您的系统推送太难了继承。基于其他泛型的子类的泛型往往会打破编译器的大脑,而且通常不是真正意味着什么。 (说:编译器崩溃从来没有借口,所以你应该绝对打开一个 bugreport 。)
你真的想要子类化 GenericListViewModel
,然后参数化 ViewController
那个精确的子类?这似乎非常复杂,我没有看到你会如何得到任何实际的价值(因为你不能依赖任何额外的方法添加到你的子类,并且你已经有动态分派)。
你可能意味着有一个 CellViewModel
GenericListViewModel< CellViewModel>
所以,假设你不是真的意味着具体的参数化,让继承做它的工作。 ListViewModel
应为 typealias
,而不是类型参数:
class ViewController< CellViewModel> {
typealias ListViewModel = GenericListViewModel< CellViewModel>
var viewModel:ListViewModel
init(cellViewModels:[CellViewModel]){
viewModel = ListViewModel(cells:cellViewModels)
}
}
现在很好。也就是说,你真的需要视图模型作为参考类型吗?查看模型通常不需要身份本身(除非你使用KVO观察它们)。它们可以包装引用类型,但作为适配器,值类型通常很好。假设这是真的,那么这可以并且应该简化为结构:
struct GenericListViewModel< CellViewModel> {
let cells:[CellViewModel]
}
class ViewController< CellViewModel> {
typealias ListViewModel = GenericListViewModel< CellViewModel>
var viewModel:ListViewModel
init(cellViewModels:[CellViewModel]){
viewModel = ListViewModel(cells:cellViewModels)
}
}
您的目标是保持每个控制器特定的其他状态,我会非常小心使用子类。听起来你很想混合太多的功能到一个单一的类型。首先,想想你如何以你想象的方式调用你的代码。 ListViewModel
不受 init
调用的约束,因此不能使用类型推断。你必须像下面这样初始化:
let vc:ViewController< SomeCellModel,GenericListViewModelSubclass< SomeCellModel> = ViewController(cells:cells)
这很可怕,并且正在打击Swift想要帮助你的所有东西与。因为你想能够传递ListViewModel类型,我们只是传递它。这是协议,而不是类。
protocol CellViewModelProviding {
associatedtype CellViewModel
var cells:[CellViewModel] {get}
}
class ViewController< ListViewModel:CellViewModelProviding> {
var viewModel:ListViewModel
init(listViewModel:ListViewModel){
viewModel = listViewModel
}
}
现在我们可以创建不同的提供者了。
//为您的GenericListViewModel更标准的名称
struct AnyListViewModel< CellViewModel> ;: CellViewModelProviding {
let cells:[CellViewModel]
}
struct FilteredListViewModel< CellViewModel> :CellViewModelProviding {
var cells:[CellViewModel] {
return unfilteredCells.filter(predicate)
}
var unfilteredCells:[CellViewModel]
var predicate :(CellViewModel) - > Bool
}
现在我们可以使用它:
let vc = ViewController(listViewModel:AnyListViewModel(cells:[1,2,3]))
let vc2 = ViewController(listViewModel:FilteredListViewModel :[1,2,3],
谓词:{$ 0%2 == 0}))
$ b b这很不错,但我们可以做得更好。
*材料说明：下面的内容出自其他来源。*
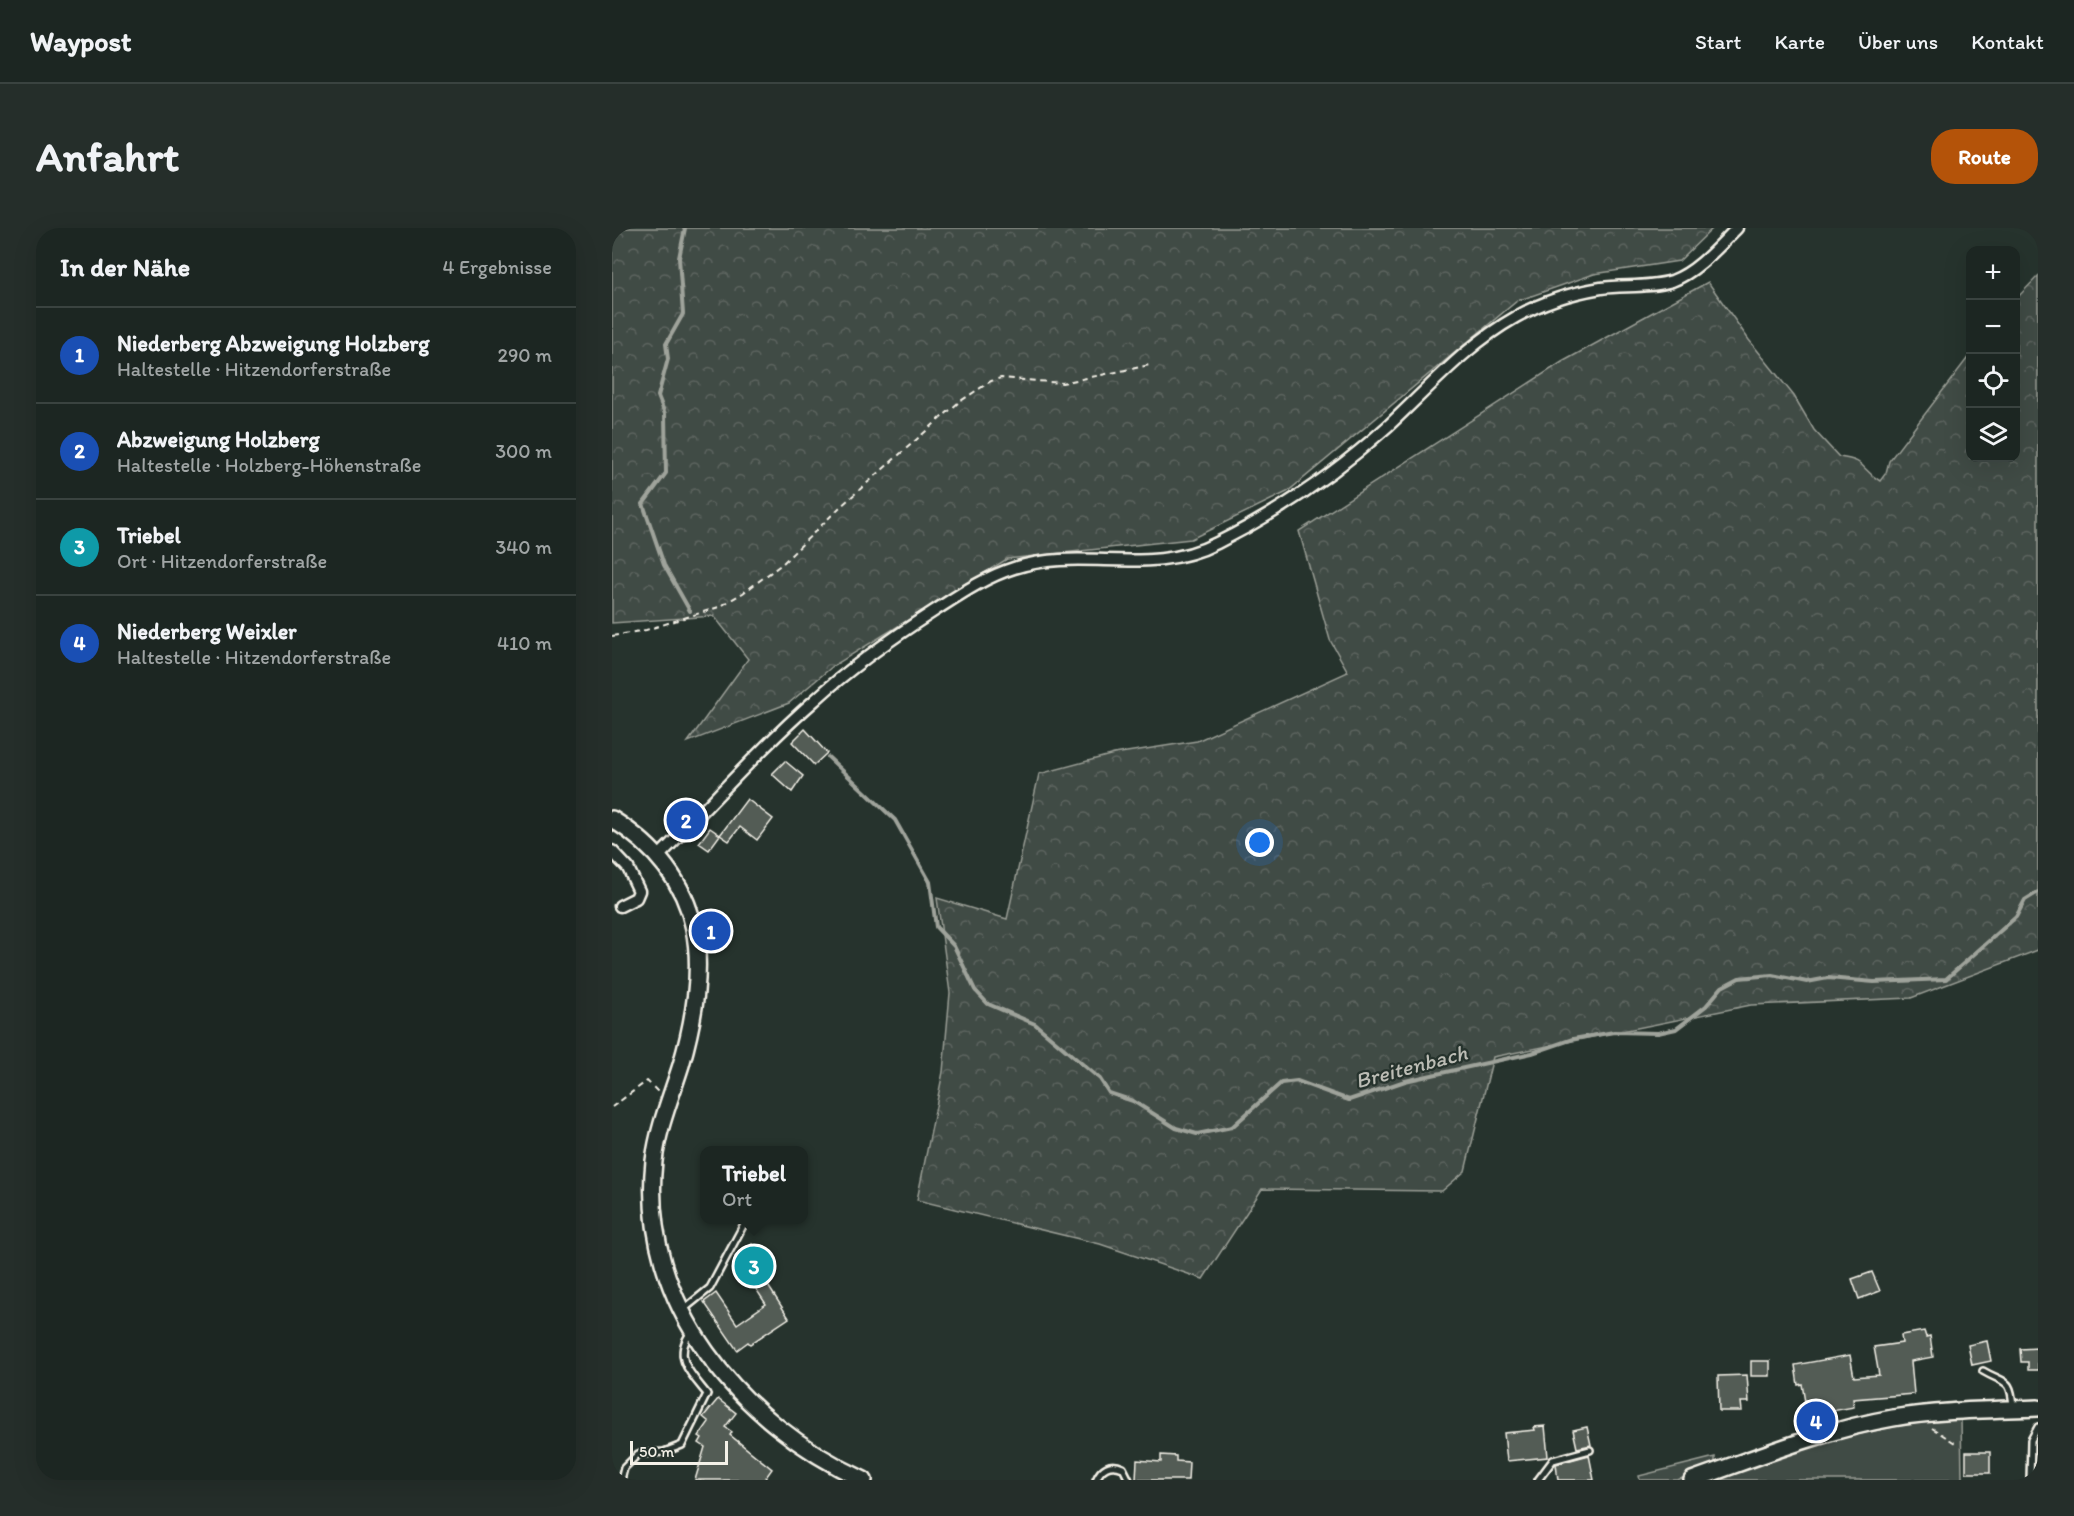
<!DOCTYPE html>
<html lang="de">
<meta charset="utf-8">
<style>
:root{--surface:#1c2622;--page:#252e2a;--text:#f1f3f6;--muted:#a0a5a5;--line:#3a4340;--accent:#b45309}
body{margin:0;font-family:Itim,sans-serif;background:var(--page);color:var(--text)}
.controls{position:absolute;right:18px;top:18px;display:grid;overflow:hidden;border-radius:12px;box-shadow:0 6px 24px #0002}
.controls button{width:54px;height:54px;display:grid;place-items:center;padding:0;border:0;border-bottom:2px solid var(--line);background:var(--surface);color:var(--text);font:30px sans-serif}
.scale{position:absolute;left:18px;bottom:15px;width:98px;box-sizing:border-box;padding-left:6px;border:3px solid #f4f1e8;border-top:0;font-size:16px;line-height:21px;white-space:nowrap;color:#f4f1e8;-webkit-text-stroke:4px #26332d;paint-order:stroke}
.you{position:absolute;left:648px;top:615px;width:21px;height:21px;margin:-15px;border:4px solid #fff;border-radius:50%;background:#1a73e8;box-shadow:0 0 0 9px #1a73e833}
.badge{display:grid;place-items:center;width:39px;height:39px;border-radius:50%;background:var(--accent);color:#fff;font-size:20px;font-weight:700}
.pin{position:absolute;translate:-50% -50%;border:3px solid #fff;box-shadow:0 2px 6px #0006}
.popup{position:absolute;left:88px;top:918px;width:108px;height:78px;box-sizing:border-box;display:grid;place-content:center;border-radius:12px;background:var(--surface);filter:drop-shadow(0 2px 4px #0005);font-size:20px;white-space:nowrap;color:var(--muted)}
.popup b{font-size:22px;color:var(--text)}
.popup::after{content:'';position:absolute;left:50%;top:100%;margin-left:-12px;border:12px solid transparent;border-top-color:var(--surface)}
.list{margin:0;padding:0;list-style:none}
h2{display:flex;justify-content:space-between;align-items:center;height:78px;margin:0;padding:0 24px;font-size:26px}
h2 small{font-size:20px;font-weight:400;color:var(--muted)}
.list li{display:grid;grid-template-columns:39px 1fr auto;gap:18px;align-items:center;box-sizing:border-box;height:96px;padding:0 24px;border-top:2px solid var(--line)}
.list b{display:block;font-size:22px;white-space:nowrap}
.list p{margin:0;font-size:20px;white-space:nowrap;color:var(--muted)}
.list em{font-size:20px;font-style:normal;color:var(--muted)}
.icon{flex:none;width:33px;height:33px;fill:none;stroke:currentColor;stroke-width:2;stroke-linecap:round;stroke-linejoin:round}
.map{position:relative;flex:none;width:1426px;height:1252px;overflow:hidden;border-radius:24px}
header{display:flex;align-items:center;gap:36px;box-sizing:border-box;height:84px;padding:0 30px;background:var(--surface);border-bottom:2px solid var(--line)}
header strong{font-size:28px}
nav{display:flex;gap:33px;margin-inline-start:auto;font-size:21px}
.intro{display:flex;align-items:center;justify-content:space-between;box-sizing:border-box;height:144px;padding:0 36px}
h1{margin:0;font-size:42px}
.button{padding:15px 27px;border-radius:24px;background:var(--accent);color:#fff;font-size:21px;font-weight:700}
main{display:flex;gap:36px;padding:0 36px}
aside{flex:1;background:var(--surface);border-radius:24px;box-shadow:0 6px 24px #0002}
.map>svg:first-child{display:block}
</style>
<header>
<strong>Waypost</strong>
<nav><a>Start</a><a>Karte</a><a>Über uns</a><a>Kontakt</a></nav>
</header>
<div class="intro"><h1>Anfahrt</h1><a class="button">Route</a></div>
<main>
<aside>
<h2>In der Nähe<small>4 Ergebnisse</small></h2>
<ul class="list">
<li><span class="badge" style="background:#1a4fb4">1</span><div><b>Niederberg Abzweigung Holzberg</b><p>Haltestelle · Hitzendorferstraße</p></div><em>290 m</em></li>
<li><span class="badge" style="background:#1a4fb4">2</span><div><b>Abzweigung Holzberg</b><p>Haltestelle · Holzberg-Höhenstraße</p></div><em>300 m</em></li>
<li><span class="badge" style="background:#0f9aa8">3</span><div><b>Triebel</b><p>Ort · Hitzendorferstraße</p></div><em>340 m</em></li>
<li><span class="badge" style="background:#1a4fb4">4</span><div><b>Niederberg Weixler</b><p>Haltestelle · Hitzendorferstraße</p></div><em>410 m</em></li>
</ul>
</aside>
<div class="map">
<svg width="1426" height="1252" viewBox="0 0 1426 1252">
<defs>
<pattern id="forest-crowns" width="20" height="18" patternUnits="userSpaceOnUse" patternTransform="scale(1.5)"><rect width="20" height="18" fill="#414b45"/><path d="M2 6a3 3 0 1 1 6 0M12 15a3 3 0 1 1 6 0" fill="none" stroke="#5d6560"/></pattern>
</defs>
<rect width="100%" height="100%" fill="#26332d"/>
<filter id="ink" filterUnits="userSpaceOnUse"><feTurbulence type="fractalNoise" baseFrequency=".0167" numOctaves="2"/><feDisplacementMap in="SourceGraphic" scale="12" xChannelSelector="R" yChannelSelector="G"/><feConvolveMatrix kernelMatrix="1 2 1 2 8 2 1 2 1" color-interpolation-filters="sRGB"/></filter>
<g filter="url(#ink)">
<g fill="#414b45" stroke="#9a9e96" stroke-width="1.5">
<path d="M1349,1190L1350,1252H1100C1186,1222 1258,1197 1349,1190Z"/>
<polygon points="1103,1229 1103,1239 1065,1252 1028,1252 1027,1248"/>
</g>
<g fill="url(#forest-crowns)" stroke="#9a9e96" stroke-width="1.5">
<polygon points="0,0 1101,0 1067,33 982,46 905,73 675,264 579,311 395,331 221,438 177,475 76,514 136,431 102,388 0,395"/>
<path d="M1426,48V722L1299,770L1139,777L881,829L853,943L830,963L650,961L591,1051L488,1016L305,972L331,844L338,765L325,670L395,691L427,546L502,526L585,513L736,444L718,412L687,303L950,134L1096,54L1137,112L1182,168L1202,202L1227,229C1256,233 1247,240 1268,253L1274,245L1277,233L1358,127V230H1404V71Z"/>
</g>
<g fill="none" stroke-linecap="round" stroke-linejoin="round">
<g stroke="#9fa39b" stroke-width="4">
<polyline points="73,0 67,30 71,86 54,116 56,131 46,168 53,186 54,245 31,276 52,337 78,383"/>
<polyline points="216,529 283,592 318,654 324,699 342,718 363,762 376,776 423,796 488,851 497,865 521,873 564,900 585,906 620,899 669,855 685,853 737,872 793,853 920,825 961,811 1002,804 1046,805 1064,801 1094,778 1110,759 1127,750 1160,747 1195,754 1216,750 1262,754 1334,751 1404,689 1413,672 1426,664"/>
</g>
</g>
<g fill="#525c55" stroke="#f4f1e8" stroke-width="1.5">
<polygon points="193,501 215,525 202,537 180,514"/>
<polygon points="173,533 191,548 180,564 160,546"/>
<polygon points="135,571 161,591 145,612 128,599 117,613 108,607"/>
<polygon points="98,600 108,607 97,622 87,615"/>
<polygon points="140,1016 162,1047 153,1053 177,1090 138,1116 136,1114 125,1122 92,1074 104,1065 125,1096 154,1076 123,1029"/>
<polygon points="1260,1044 1268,1063 1247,1071 1240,1051"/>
<polygon points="1312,1103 1314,1109 1318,1108 1321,1129 1299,1133 1302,1166 1241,1171 1242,1179 1209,1185 1206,1172 1193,1174 1190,1156 1186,1157 1183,1137 1238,1127 1242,1149 1267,1147 1262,1119 1290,1115 1289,1107"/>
<polygon points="1375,1113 1379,1133 1360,1137 1356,1117"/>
<polygon points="1426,1120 1426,1142 1416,1142 1416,1134 1409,1134 1408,1121"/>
<rect x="1139" y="1133" width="19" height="15"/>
<polygon points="1135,1147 1137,1174 1129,1174 1130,1183 1107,1183 1106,1148"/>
<polygon points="106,1171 124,1185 113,1199 120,1204 118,1207 160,1241 152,1252 83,1252 93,1219 87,1215 90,1210 87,1208 97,1194 91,1189"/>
<polygon points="933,1198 936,1229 895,1233 892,1205 923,1202 922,1199"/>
<polygon points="975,1199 979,1217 965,1220 961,1202"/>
<rect x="1354" y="1224" width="24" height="21"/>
<polygon points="549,1227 564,1228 564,1233 577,1234 576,1252 524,1252 525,1232 549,1234"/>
<polygon points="977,1227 982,1252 946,1252 944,1236"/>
</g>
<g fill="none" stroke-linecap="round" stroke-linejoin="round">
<defs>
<g id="service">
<polyline points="72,1081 98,1060 132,996"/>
<path d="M1371,1143C1393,1156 1399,1149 1401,1179"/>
<path d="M9,1252L12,1240L26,1226L52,1224L70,1217L95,1166C79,1146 60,1129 79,1104"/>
<path d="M484,1252C489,1240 498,1234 511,1240L517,1252"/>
<polyline points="926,1252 941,1232 978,1222"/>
<polyline points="1418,1252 1419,1212 1426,1199"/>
</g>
<g id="minor">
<polyline points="0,623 16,640 27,663 24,670 8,678"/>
<path d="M47,628C99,576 148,520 203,472C240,438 280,410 322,383C347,367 373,349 402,340C471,318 537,350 605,315C667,284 724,245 776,198C817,160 854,117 904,89C930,74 959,65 989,60C1012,57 1038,60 1060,53C1085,44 1107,18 1125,0"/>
</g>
<g id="secondary">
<path d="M0,591C97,652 98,737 69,837C59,869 46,900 42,933C27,1076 128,1195 252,1252"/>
<path d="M1080,1252C1146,1229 1212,1202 1281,1190C1329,1182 1378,1182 1426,1180"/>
</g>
</defs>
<use href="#service" stroke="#f4f1e8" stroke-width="10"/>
<use href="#minor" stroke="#f4f1e8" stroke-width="15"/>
<use href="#secondary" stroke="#f4f1e8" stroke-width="20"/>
<g stroke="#f4f1e8" stroke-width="2" stroke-dasharray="6 4.5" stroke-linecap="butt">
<polyline points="0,408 34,402 107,379 131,365 170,336 228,279 347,174 379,153 389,150 450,155 538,137"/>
<polyline points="0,879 35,853 46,864"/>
<polyline points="1320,1200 1343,1215"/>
</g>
<use href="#service" stroke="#26332d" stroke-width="5"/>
<use href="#minor" stroke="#26332d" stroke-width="10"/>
<use href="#secondary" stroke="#26332d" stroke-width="15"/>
</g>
</g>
<g text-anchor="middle" stroke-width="4.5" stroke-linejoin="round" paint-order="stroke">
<g font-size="22" font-style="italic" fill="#bcbdb5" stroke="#26332d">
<text transform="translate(799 838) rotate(-15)" y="8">Breitenbach</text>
</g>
</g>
</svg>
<div class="controls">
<button>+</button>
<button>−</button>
<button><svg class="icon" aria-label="locate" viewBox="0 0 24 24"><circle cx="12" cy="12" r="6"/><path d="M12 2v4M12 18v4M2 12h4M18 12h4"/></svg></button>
<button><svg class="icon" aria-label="layers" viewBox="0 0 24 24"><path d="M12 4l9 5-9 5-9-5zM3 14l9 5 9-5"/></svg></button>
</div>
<div class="scale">50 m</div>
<div class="you"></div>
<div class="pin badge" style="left:99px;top:703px;background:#1a4fb4">1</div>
<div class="pin badge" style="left:74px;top:592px;background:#1a4fb4">2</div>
<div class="pin badge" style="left:142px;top:1038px;background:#0f9aa8">3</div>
<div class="popup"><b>Triebel</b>Ort</div>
<div class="pin badge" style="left:1204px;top:1193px;background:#1a4fb4">4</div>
</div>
</main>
在正常情况下,我们不得不将我们的单元格包装在
AnyListViewModel
中。我们可能创建一个工厂方法来解决这个问题,但是哎。更好的答案是利用AnyListViewModel
的力量成为类型橡皮擦。这将是一个更高级的,所以如果你对上述解决方案感到满意,你可以停止,但让我们走过它,因为它是真正强大和灵活,如果你需要它。
首先,我们将
AnyListViewModel
转换为可以接受另一个视图列表模型或只是数组的完整类型橡皮擦。struct AnyListViewModel< CellViewModel> ;: CellViewModelProviding {
private let _cells:() [CellViewModel]
var cells:[CellViewModel] {return _cells()}
init(cells:[CellViewModel]){
_cells = {cells}
}
init< ListViewModel:CellViewModelProviding>(_ listViewModel:ListViewModel)
其中ListViewModel.CellViewModel == CellViewModel {
_cells = {listViewModel.cells}
}
}
现在
ViewController
必须关心什么样的ListViewModel
被传递。它可以将任何东西变成AnyListViewModel
并使用它。ViewController< CellViewModel> {
var viewModel:AnyListViewModel< CellViewModel>
init< ListViewModel:CellViewModelProviding>(listViewModel:ListViewModel)
其中ListViewModel.CellViewModel == CellViewModel {
viewModel = AnyListViewModel(listViewModel)
}
init(cells:[CellViewModel]){
viewModel = AnyListViewModel(cells:cells)
}
}
好吧,很酷,但这不是一个巨大的进步。好了,让我们重建
FilteredListViewModel
,看看会得到什么。struct FilteredListViewModel< CellViewModel> ;: CellViewModelProviding {
var cells:[CellViewModel] {
return listViewModel.cells.filter(predicate)
}
private var listViewModel:AnyListViewModel< CellViewModel>
var predicate:(CellViewModel) - > Bool
//我们可以提取任何其他listViewModel
init< ListViewModel:CellViewModelProviding>(过滤listViewModel:ListViewModel,
withPredicate predicate:@escaping(CellViewModel) - &
其中ListViewModel.CellViewModel == CellViewModel {
self.listViewModel = AnyListViewModel(listViewModel)
self.predicate =谓词
}
//或者,为了方便,我们可以处理简单的[cell] case
init(过滤单元格:[CellViewModel],withPredicate predicate:@escaping(CellViewModel) - > Bool){
self。 init(过滤:AnyListViewModel(cells:cells),withPredicate:predicate)
}
}
$ b b这是事情变得强大的地方。我们说
FilteredListViewModel
可以采取一些单元格并过滤它们,当然。但它也可以过滤任何其他视图列表模型。let someList = AnyListViewModel(cells:[1,2,3])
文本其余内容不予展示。